What this task involves: Below are the records; restate word for word the lines from the first through the one containing "filter:drop-shadow(2px 0 #b8b9c0)", and only those.
======
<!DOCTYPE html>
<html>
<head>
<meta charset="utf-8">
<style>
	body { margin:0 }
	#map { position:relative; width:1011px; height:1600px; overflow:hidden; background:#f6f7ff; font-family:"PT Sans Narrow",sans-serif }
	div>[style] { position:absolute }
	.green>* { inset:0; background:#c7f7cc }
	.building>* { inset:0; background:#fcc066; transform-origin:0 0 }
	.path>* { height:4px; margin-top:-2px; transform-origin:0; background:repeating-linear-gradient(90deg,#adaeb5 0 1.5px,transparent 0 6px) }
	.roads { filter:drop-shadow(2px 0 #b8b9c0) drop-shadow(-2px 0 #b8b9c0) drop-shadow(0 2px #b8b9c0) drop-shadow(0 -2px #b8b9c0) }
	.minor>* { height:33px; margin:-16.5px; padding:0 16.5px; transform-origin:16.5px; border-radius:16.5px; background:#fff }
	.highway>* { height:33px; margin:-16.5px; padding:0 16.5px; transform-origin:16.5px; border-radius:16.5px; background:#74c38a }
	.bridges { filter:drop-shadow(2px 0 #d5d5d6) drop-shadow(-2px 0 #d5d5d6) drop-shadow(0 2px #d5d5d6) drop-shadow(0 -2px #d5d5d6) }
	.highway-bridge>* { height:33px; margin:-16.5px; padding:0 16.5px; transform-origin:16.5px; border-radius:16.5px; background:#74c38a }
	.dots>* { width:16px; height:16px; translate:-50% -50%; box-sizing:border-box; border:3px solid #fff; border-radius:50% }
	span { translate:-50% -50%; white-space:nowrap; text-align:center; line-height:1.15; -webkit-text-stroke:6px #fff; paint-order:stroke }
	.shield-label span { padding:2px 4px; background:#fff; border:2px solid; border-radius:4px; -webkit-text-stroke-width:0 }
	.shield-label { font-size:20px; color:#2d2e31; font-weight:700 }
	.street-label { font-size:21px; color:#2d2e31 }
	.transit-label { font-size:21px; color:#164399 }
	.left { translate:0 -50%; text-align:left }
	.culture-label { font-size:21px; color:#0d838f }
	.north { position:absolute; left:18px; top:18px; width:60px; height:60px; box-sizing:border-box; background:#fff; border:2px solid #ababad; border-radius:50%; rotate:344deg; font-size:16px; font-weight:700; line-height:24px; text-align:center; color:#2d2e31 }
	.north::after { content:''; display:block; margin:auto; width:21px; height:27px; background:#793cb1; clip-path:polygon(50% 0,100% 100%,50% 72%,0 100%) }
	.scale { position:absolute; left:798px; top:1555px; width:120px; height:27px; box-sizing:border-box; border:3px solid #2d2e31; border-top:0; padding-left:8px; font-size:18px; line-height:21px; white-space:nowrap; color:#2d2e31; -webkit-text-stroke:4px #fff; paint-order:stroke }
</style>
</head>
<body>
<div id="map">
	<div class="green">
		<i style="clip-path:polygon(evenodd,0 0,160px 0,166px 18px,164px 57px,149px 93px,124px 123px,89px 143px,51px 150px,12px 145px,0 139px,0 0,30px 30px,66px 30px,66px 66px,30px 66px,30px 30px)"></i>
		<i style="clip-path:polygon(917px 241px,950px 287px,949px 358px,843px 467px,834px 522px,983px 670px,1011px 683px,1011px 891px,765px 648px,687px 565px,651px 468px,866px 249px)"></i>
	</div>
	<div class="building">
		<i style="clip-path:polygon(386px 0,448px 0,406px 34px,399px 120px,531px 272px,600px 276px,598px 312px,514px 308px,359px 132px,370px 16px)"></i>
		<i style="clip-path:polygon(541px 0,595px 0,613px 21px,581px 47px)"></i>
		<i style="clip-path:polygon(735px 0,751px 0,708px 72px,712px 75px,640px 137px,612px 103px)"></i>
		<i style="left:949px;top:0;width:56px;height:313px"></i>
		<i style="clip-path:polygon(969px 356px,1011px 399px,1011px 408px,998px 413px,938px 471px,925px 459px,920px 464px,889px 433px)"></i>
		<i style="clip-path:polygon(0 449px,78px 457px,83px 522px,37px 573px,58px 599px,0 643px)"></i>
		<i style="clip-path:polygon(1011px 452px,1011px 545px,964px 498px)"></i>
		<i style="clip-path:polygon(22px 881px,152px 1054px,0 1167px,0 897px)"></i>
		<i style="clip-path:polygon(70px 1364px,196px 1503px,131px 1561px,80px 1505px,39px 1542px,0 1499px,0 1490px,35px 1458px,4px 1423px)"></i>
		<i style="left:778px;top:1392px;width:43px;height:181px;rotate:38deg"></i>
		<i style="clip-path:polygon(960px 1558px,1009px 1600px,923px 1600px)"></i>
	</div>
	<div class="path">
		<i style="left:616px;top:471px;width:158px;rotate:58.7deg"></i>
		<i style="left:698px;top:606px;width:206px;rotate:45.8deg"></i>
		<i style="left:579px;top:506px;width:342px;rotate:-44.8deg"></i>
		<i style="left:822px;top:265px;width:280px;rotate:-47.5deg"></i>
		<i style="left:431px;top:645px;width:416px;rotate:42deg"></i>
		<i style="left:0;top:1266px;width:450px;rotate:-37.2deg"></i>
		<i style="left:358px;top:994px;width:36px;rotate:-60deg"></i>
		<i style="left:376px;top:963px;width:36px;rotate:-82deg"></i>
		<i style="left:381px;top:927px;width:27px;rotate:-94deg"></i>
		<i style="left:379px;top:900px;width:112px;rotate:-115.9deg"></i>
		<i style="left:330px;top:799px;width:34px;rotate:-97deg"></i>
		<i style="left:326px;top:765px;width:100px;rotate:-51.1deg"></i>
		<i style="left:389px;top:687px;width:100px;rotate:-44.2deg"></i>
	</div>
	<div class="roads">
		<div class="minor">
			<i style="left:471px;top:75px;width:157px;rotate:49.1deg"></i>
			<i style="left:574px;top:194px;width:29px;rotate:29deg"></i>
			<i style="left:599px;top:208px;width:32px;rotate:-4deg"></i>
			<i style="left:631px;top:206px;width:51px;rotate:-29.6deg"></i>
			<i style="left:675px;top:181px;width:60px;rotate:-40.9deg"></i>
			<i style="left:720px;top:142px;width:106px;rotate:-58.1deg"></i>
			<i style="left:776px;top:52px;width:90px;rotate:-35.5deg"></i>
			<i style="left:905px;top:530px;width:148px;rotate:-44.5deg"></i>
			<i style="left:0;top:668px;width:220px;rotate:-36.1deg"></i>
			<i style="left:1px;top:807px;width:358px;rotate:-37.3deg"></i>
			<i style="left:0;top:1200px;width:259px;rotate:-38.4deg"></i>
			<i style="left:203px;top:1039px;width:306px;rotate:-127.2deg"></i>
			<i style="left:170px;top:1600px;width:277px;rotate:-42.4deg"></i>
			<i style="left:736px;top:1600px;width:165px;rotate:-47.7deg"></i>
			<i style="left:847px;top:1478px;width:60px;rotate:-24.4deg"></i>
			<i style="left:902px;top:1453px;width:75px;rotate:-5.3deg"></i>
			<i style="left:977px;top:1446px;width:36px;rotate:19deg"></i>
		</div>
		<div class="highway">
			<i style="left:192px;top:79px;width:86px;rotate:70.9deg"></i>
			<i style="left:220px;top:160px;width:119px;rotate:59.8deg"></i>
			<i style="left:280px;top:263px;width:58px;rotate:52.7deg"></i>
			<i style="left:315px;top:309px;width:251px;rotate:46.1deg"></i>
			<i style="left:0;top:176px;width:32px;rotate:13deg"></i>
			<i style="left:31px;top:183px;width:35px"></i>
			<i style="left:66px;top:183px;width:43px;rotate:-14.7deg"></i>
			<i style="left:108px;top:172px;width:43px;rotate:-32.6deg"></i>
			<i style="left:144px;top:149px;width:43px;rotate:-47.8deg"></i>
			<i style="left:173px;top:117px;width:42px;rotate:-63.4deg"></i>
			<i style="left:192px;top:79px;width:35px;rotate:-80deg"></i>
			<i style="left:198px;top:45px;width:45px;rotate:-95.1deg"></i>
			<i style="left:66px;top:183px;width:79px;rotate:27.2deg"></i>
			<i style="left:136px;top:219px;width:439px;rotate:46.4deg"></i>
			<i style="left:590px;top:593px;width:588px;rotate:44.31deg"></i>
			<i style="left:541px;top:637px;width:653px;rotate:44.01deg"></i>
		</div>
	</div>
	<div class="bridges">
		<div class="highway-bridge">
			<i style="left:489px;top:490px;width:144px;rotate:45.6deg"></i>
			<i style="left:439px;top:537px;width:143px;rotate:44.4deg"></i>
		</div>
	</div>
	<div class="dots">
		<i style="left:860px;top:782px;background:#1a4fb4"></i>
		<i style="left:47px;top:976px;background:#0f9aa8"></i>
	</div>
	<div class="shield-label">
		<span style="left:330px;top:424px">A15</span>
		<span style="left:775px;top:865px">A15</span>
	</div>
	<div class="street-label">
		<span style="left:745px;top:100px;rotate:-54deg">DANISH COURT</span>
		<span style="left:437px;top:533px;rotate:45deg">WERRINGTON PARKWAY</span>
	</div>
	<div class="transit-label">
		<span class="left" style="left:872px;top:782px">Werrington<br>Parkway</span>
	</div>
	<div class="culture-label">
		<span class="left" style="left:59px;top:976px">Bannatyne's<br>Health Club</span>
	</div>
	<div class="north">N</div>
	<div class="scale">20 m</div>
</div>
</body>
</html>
======
Answer to this task:
<!DOCTYPE html>
<html>
<head>
<meta charset="utf-8">
<style>
	body { margin:0 }
	#map { position:relative; width:1011px; height:1600px; overflow:hidden; background:#f6f7ff; font-family:"PT Sans Narrow",sans-serif }
	div>[style] { position:absolute }
	.green>* { inset:0; background:#c7f7cc }
	.building>* { inset:0; background:#fcc066; transform-origin:0 0 }
	.path>* { height:4px; margin-top:-2px; transform-origin:0; background:repeating-linear-gradient(90deg,#adaeb5 0 1.5px,transparent 0 6px) }
	.roads { filter:drop-shadow(2px 0 #b8b9c0) drop-shadow(-2px 0 #b8b9c0) drop-shadow(0 2px #b8b9c0) drop-shadow(0 -2px #b8b9c0) }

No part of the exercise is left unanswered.